I've just finished reading The Shards, a novel by Bret Easton Ellis, and I'm mighty glad to be done with it.
Upon starting this novel, I hardly knew what to think, because although it had been widely touted as a rare literary accomplishment, what I was finding was a rather embarrassingly clumsy offering of breathlessly tedious prose generously salted with poor grammar. Literary, you say?
I guess I could see the thing as a sort of teen soap opera, a Netflix series, and a damn long one at that, for the novel drivels on for some 600 torturous pages. And it's got all the right stuff for that genre, I suppose--drinking, drugs, sexual episodes of every nature, longer and more detailed than anyone (I would hope) would find interesting. I mean look, I don't mind sexual material in a novel, homosexual or heterosexual or bisexual or any other sort of sexual there may be, if it somehow moves than narrative forward. But the sex here is wholly gratuitous, as if the writer had taken time out from an actual plot every two pages or so to perform a sort of personal keyboard masturbation for his own amusement. Boring. And ultimately creepy.

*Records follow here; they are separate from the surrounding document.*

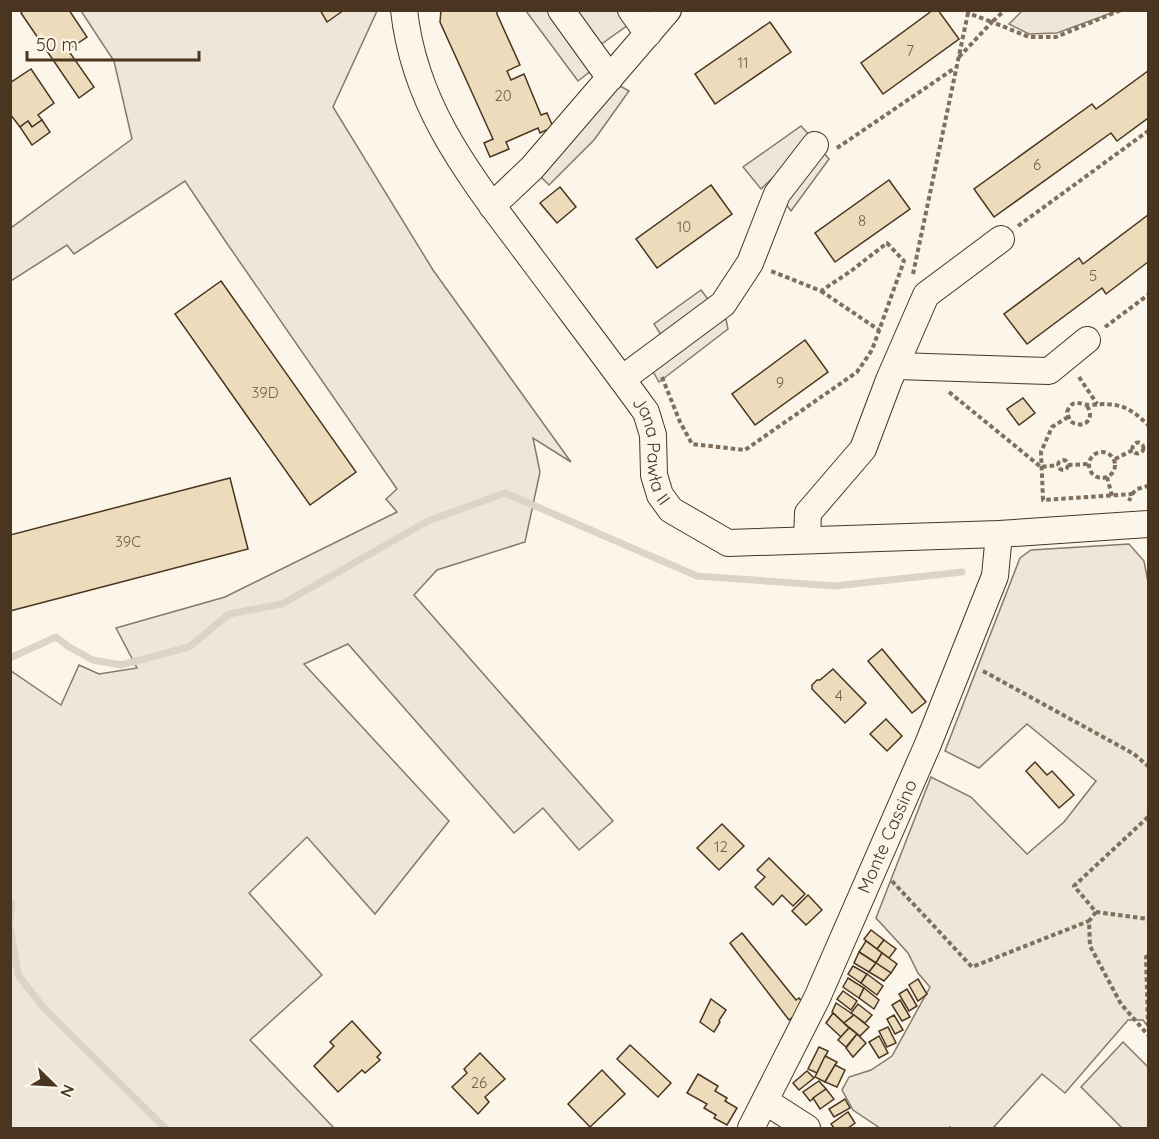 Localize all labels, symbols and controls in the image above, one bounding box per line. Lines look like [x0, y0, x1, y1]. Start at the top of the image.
scale bar [27, 24, 200, 62]
text: 50 m [36, 33, 78, 56]
house number: 7 [906, 41, 914, 60]
house number: 11 [737, 53, 749, 72]
house number: 20 [494, 86, 512, 105]
house number: 6 [1033, 155, 1041, 174]
house number: 8 [858, 211, 866, 230]
house number: 10 [677, 217, 691, 236]
house number: 5 [1089, 266, 1097, 285]
house number: 9 [776, 373, 784, 392]
house number: 39D [251, 383, 279, 402]
street label: Jana Pawła II [627, 392, 676, 510]
house number: 39C [115, 532, 141, 551]
house number: 4 [835, 686, 843, 705]
street label: Monte Cassino [852, 776, 922, 897]
house number: 12 [714, 837, 728, 856]
north arrow [24, 1055, 84, 1115]
house number: 26 [471, 1073, 487, 1092]
text: N [56, 1082, 79, 1101] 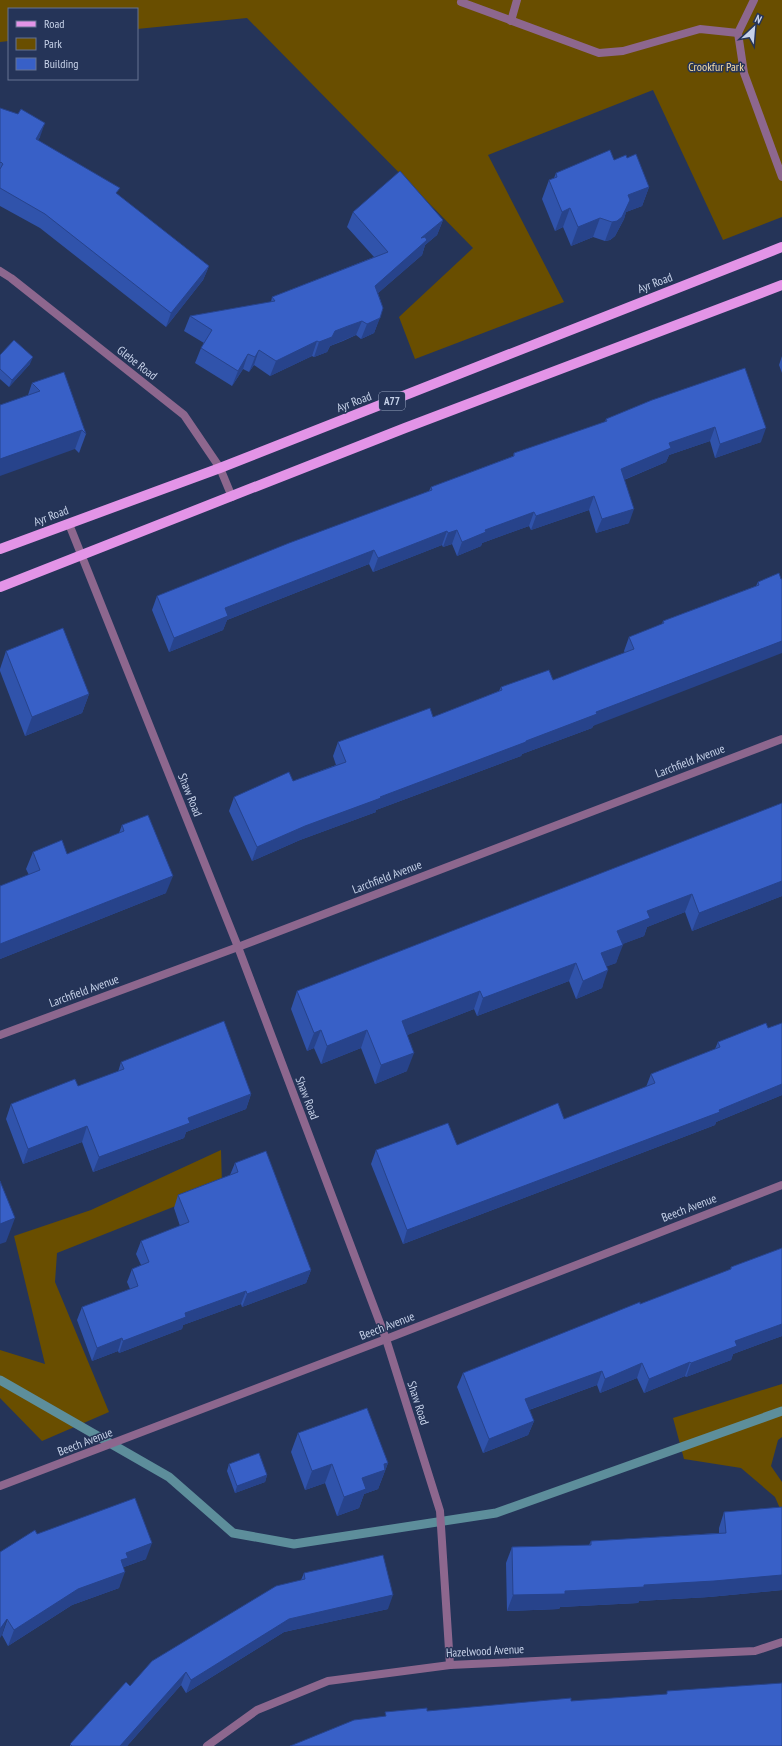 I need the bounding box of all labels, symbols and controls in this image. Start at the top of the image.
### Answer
legend [8,8,138,80]
north arrow [734,8,774,48]
text: N [753,11,764,27]
text: Road [44,16,64,31]
text: Park [44,36,62,51]
text: Building [44,56,79,71]
park label: Crookfur Park [688,59,744,74]
street label: Ayr Road [635,269,674,296]
street label: Glebe Road [114,342,160,383]
street label: Ayr Road [334,388,373,415]
road number: A77 [379,392,405,410]
street label: Ayr Road [31,502,70,529]
street label: Larchfield Avenue [653,740,727,781]
street label: Shaw Road [175,771,206,819]
street label: Larchfield Avenue [350,856,424,897]
street label: Larchfield Avenue [47,971,121,1010]
street label: Shaw Road [292,1074,323,1122]
street label: Beech Avenue [659,1190,718,1225]
street label: Beech Avenue [357,1308,416,1343]
street label: Shaw Road [404,1379,433,1427]
street label: Beech Avenue [55,1424,114,1459]
street label: Hazelwood Avenue [446,1641,524,1660]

After dragging us along through hundreds of pages of vague suggestion that something (anything) is about to happen, Ellis kind of tosses the whole thing on page 500 or so and gives us a different book altogether--a teen thriller this time with plenty of chases and fights and broken glass and blood. Boom. The end.
But that's okay, because we are skimming the text by that time anyway.
In a way, Ellis reminds me of my old friend Todd Grimson, also a novelist and the author of Brand New Cherry Flavor, Stainless and other titles. They have in common a fascination with drugs, with violence, with sex, with perversion, with nihilism. But what Grimson has and Ellis doesn't is talent, man! Although Todd's subject matter has never been my cup of tea, I am nonetheless astounded by the expertise of his craftsmanship, not only in prose and style but in narrative control.
So yeah, give Ellis a pass, is my suggestion. Read Grimson instead.